Top of Source information
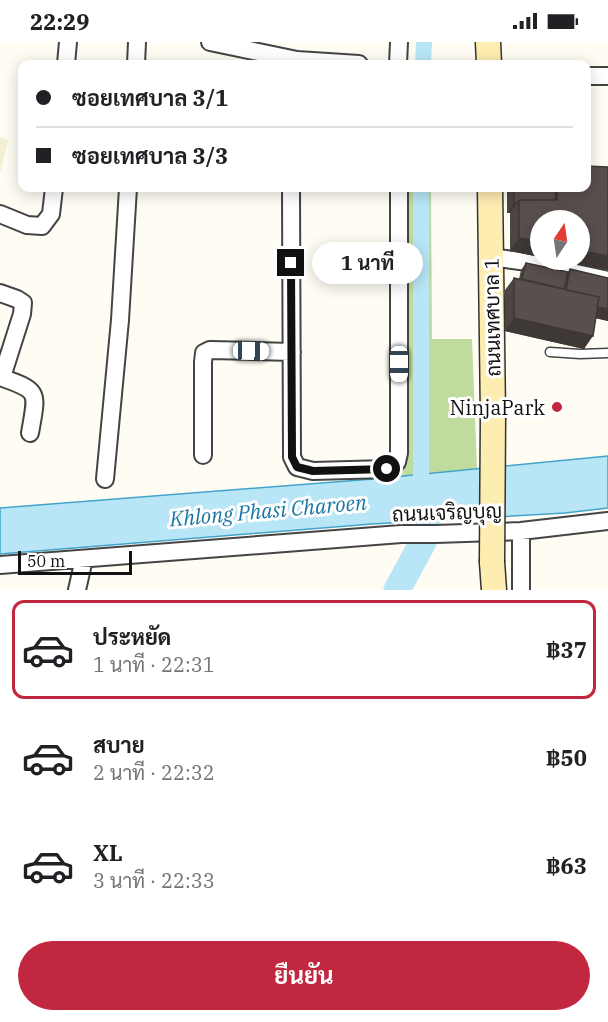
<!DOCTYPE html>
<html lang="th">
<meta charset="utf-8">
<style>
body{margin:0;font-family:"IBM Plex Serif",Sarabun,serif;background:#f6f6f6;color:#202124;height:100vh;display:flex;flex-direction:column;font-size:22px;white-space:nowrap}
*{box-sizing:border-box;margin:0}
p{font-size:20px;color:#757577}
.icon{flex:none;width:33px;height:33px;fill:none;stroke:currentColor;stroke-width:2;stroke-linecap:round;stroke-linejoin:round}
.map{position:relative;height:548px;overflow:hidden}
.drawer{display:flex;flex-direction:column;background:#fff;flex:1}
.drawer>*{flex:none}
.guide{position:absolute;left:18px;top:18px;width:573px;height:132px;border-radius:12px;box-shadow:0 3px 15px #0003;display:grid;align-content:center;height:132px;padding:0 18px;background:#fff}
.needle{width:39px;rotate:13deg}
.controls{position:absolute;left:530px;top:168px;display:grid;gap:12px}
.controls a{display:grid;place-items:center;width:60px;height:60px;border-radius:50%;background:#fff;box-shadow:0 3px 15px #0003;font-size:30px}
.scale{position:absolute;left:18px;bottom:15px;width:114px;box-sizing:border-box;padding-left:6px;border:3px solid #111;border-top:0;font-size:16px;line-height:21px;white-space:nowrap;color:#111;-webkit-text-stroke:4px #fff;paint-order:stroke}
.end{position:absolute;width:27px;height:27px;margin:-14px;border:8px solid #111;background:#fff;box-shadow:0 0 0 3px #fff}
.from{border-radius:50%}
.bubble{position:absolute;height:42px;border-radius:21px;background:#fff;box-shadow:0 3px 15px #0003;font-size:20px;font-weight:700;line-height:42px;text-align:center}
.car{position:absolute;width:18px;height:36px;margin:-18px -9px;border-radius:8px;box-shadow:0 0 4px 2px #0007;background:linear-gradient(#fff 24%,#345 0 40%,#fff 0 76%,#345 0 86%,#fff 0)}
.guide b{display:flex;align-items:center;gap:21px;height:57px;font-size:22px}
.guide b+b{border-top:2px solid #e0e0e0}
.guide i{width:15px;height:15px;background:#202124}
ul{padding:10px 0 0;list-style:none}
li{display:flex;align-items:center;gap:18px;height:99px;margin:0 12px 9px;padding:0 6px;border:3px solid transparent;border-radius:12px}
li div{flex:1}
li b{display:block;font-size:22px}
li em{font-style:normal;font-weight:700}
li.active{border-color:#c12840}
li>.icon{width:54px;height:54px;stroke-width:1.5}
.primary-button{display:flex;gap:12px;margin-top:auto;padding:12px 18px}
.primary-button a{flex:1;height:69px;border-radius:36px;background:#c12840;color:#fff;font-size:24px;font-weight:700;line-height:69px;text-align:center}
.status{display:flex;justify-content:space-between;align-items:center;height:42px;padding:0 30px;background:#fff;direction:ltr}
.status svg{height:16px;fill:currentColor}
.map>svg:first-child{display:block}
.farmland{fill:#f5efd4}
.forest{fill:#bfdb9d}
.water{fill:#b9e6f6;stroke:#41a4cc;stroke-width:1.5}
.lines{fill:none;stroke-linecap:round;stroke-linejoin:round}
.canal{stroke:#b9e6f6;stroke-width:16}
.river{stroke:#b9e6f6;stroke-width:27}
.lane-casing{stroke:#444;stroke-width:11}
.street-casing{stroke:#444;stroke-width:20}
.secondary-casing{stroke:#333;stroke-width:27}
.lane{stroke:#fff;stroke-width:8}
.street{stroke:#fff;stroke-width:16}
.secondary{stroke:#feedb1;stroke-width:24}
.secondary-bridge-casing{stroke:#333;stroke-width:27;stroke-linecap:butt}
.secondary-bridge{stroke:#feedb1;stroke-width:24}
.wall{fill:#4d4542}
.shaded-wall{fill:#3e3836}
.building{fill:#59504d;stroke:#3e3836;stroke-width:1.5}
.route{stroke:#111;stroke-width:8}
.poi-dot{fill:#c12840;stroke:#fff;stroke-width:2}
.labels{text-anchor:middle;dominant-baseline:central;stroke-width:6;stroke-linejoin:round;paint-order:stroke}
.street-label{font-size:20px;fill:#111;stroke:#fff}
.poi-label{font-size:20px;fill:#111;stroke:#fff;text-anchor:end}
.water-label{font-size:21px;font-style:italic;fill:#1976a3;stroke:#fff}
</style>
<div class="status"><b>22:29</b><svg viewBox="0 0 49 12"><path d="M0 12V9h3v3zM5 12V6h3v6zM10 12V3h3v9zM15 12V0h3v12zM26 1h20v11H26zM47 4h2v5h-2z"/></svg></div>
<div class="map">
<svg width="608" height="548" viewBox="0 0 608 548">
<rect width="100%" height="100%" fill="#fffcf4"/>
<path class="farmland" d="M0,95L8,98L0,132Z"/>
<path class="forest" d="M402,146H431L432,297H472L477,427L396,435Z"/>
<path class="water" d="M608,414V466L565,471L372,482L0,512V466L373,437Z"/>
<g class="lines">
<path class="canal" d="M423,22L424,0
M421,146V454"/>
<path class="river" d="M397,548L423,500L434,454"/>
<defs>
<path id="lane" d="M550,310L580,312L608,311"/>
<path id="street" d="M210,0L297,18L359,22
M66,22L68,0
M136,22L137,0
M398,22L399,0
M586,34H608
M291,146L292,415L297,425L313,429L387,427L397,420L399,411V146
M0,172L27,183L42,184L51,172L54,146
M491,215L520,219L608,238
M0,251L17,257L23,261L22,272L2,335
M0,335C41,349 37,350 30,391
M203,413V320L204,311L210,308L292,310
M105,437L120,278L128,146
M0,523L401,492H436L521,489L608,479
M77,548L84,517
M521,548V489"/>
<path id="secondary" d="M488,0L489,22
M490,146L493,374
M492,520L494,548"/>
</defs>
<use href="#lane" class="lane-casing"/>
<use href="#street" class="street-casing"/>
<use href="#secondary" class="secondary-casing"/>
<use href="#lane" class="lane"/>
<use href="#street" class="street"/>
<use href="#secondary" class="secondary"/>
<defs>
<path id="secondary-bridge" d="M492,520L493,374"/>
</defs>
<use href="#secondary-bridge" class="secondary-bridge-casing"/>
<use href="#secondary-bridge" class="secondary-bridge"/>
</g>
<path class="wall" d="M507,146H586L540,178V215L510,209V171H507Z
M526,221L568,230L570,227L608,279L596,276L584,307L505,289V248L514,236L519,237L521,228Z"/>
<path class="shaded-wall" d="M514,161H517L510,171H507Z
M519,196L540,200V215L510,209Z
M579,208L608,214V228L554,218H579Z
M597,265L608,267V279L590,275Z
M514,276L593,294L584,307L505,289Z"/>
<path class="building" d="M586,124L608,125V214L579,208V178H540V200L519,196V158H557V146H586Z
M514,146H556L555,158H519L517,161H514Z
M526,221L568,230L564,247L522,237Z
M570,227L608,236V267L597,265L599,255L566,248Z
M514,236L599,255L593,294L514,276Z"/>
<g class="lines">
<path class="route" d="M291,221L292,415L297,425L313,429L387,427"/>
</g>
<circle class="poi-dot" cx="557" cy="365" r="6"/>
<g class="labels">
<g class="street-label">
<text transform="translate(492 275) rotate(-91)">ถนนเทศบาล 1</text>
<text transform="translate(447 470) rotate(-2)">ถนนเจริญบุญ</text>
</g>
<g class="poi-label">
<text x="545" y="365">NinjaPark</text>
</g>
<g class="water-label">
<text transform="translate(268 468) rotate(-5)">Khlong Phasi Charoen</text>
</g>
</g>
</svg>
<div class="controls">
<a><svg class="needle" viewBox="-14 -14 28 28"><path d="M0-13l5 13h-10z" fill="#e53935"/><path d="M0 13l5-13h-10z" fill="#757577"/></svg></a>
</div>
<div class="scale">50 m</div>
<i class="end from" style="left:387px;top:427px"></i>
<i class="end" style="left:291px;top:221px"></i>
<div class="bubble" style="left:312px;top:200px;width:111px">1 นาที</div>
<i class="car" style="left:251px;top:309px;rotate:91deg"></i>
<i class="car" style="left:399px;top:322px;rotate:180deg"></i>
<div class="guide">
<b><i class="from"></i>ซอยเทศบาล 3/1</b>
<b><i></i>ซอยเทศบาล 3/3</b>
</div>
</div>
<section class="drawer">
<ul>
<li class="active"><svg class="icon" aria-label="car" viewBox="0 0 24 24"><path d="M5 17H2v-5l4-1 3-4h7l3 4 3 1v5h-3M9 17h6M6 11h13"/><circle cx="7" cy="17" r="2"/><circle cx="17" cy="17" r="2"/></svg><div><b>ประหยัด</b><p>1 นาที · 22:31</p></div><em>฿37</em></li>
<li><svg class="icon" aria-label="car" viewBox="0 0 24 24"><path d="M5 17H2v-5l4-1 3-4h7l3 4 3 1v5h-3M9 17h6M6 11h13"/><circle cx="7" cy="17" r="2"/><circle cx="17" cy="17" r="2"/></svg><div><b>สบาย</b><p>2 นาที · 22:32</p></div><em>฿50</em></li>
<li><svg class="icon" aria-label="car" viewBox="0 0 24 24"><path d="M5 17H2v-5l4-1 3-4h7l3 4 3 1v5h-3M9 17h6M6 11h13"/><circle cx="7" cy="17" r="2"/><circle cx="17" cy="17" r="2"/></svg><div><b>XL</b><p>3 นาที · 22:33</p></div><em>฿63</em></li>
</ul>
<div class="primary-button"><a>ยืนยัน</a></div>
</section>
Bottom of Source information
Top of Source information
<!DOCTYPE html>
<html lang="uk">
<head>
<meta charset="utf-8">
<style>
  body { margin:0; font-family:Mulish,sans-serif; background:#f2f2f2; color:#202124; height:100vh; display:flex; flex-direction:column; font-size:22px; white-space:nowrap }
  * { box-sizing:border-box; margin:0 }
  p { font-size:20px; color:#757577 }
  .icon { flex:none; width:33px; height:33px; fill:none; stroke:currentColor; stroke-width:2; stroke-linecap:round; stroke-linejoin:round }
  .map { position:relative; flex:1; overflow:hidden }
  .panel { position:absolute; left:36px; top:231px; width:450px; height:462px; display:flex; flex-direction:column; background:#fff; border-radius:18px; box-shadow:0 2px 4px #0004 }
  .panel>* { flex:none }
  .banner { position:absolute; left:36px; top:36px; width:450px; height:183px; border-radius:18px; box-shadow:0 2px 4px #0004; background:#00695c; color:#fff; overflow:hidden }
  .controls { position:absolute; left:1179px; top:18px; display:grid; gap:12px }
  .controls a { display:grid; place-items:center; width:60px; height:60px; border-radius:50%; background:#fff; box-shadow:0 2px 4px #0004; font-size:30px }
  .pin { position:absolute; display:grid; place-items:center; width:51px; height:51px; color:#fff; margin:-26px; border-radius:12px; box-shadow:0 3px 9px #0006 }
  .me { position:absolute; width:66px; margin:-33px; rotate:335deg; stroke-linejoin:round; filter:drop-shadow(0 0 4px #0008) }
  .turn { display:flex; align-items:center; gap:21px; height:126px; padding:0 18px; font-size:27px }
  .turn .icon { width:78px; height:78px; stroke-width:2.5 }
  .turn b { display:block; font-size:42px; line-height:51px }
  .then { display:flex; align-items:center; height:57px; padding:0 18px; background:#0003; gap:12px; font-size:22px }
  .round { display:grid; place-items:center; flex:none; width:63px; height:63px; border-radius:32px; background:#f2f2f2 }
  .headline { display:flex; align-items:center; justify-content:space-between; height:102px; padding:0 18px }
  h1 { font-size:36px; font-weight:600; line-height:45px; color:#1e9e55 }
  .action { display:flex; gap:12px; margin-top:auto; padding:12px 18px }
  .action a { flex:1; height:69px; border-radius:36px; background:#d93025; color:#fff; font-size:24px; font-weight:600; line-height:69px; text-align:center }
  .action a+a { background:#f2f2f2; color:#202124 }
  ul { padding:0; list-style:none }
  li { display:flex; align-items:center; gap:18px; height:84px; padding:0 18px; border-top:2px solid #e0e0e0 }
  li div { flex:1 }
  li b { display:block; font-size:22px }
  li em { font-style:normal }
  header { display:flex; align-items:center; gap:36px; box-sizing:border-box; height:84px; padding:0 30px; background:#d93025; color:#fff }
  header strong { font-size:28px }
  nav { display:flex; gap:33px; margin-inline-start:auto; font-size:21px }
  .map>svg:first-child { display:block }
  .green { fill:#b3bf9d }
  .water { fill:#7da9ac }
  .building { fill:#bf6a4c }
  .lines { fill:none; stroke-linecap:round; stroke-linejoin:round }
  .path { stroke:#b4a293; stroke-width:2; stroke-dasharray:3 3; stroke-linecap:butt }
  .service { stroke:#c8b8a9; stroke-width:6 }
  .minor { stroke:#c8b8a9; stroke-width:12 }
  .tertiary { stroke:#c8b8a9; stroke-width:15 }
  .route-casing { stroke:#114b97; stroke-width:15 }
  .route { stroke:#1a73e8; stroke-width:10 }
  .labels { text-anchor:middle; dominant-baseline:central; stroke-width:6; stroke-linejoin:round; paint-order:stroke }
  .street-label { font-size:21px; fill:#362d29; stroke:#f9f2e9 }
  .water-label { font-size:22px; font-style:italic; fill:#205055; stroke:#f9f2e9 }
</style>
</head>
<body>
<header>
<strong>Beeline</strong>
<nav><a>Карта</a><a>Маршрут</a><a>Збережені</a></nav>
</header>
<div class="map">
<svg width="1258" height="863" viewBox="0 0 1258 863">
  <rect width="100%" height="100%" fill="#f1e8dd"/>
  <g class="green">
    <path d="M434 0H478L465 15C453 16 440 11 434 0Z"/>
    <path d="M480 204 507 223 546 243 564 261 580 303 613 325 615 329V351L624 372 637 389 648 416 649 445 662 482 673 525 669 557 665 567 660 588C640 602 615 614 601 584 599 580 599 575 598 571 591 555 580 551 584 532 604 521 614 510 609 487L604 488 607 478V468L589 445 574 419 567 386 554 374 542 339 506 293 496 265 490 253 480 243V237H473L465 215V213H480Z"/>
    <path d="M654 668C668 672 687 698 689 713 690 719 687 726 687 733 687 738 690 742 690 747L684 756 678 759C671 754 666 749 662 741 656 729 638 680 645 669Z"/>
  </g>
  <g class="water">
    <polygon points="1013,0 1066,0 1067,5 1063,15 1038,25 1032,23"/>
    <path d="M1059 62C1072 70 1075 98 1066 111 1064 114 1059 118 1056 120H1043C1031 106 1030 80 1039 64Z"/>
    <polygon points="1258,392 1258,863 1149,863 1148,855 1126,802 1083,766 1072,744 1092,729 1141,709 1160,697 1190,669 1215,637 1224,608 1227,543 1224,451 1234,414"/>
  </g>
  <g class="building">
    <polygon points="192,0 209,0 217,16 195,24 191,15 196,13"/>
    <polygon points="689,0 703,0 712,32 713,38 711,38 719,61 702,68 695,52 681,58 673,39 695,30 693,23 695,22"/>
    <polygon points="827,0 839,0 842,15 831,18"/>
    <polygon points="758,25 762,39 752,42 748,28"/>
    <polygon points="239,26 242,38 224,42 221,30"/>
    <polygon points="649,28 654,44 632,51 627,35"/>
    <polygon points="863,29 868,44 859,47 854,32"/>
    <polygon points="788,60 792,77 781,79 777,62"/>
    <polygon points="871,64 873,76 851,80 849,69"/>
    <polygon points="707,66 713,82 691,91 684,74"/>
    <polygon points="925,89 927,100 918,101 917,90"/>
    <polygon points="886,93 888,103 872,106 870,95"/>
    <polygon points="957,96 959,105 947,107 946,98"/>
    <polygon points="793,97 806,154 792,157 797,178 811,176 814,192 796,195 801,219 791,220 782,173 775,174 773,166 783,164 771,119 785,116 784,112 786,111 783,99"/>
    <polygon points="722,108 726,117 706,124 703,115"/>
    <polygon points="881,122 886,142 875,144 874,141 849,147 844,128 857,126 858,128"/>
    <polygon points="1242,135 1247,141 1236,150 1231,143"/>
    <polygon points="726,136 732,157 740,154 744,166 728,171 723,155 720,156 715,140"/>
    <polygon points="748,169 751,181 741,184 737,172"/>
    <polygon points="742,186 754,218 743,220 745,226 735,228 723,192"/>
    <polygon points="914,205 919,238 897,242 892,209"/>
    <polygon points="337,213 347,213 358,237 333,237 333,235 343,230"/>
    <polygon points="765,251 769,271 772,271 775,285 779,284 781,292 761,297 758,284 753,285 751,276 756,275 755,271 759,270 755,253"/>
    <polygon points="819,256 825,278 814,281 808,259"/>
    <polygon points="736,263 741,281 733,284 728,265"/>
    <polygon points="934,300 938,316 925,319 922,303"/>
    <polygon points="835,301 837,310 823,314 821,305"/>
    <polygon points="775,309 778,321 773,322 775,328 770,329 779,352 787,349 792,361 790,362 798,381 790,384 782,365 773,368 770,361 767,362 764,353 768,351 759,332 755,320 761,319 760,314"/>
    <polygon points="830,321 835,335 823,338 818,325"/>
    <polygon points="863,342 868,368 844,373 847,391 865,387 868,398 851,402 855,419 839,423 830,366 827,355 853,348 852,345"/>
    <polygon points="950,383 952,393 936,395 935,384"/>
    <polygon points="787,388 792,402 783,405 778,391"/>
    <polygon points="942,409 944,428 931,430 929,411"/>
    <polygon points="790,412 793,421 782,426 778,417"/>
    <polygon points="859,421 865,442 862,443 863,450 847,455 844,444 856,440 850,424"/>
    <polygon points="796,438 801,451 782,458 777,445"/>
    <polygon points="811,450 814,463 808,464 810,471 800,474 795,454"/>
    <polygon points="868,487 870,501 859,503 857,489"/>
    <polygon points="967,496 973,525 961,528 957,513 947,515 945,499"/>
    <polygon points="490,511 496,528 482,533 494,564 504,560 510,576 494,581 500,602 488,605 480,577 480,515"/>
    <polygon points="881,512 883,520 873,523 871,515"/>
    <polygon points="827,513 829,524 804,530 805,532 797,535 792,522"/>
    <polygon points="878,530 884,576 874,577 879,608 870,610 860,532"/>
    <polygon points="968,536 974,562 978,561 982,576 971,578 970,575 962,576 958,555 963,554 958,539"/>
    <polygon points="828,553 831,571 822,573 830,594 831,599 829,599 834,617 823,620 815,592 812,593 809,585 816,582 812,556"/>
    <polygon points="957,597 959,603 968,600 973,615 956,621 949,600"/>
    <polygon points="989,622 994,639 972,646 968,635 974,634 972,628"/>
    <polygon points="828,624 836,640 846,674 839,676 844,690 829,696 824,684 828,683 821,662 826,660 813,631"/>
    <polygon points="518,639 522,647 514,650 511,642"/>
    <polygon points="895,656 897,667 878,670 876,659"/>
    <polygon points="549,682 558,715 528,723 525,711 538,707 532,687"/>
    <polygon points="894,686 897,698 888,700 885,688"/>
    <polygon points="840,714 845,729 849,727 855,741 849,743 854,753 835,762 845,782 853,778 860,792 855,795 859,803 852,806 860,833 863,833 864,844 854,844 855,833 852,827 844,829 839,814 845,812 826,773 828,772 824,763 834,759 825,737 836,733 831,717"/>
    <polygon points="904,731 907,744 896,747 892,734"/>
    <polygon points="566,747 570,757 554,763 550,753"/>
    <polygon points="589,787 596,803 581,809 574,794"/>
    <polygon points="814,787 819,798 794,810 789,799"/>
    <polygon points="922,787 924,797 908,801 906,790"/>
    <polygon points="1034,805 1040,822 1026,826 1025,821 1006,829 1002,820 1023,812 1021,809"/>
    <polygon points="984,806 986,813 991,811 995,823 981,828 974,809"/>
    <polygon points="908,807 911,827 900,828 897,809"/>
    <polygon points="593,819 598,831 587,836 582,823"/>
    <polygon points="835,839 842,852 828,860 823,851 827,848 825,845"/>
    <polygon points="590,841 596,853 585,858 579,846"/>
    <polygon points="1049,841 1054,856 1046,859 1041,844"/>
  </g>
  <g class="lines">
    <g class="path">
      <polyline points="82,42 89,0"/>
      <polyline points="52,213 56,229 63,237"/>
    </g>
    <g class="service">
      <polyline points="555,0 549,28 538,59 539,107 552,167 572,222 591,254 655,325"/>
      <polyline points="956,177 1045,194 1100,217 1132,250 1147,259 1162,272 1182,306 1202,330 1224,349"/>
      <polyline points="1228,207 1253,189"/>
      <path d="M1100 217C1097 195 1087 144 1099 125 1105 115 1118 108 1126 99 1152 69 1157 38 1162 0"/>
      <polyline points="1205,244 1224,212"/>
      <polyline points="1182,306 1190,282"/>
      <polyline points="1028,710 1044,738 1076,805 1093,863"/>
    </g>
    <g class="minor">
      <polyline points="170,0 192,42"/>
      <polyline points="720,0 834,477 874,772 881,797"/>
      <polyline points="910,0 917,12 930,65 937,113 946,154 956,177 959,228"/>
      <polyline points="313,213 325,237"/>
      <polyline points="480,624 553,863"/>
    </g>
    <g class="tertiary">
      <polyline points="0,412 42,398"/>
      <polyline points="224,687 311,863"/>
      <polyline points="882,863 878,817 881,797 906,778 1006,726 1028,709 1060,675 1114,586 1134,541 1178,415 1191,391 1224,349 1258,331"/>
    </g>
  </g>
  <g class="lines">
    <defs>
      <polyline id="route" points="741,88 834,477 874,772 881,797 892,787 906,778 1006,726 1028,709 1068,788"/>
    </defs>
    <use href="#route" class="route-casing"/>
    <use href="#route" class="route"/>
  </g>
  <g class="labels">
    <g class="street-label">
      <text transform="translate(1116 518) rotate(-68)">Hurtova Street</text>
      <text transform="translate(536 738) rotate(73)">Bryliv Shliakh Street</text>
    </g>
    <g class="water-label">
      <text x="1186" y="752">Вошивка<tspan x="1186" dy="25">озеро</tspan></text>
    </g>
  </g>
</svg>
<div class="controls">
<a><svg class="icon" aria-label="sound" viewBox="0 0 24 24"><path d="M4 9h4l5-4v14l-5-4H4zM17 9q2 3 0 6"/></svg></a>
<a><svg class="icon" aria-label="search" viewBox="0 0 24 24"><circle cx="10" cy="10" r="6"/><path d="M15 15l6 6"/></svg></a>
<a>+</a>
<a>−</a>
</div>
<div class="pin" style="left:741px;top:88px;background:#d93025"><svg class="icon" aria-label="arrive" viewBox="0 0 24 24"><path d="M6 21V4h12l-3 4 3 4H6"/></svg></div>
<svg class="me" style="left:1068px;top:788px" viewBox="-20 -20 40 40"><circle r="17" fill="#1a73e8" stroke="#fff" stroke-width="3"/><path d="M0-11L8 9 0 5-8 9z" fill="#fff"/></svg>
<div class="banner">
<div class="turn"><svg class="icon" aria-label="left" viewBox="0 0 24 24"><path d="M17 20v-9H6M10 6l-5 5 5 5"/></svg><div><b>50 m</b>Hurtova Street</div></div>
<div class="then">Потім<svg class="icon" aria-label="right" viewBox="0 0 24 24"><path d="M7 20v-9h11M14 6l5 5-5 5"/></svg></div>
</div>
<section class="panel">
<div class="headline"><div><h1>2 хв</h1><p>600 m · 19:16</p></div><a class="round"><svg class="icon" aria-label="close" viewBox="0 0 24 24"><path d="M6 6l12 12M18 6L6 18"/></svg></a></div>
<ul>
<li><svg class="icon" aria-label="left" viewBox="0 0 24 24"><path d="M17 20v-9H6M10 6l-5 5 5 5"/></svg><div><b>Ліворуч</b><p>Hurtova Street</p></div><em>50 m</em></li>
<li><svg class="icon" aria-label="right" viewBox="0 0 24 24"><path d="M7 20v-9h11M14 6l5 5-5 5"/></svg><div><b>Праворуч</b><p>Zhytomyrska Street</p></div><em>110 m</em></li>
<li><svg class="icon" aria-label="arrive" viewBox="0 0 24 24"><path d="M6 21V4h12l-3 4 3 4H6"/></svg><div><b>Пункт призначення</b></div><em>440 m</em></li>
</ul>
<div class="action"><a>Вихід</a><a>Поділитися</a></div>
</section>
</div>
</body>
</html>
Bottom of Source information
- About this task:
Using the entries above, find all lines with "hidden". Copy them.

- Output of the exercise:
.map{position:relative;height:548px;overflow:hidden}
  .map { position:relative; flex:1; overflow:hidden }
  .banner { position:absolute; left:36px; top:36px; width:450px; height:183px; border-radius:18px; box-shadow:0 2px 4px #0004; background:#00695c; color:#fff; overflow:hidden }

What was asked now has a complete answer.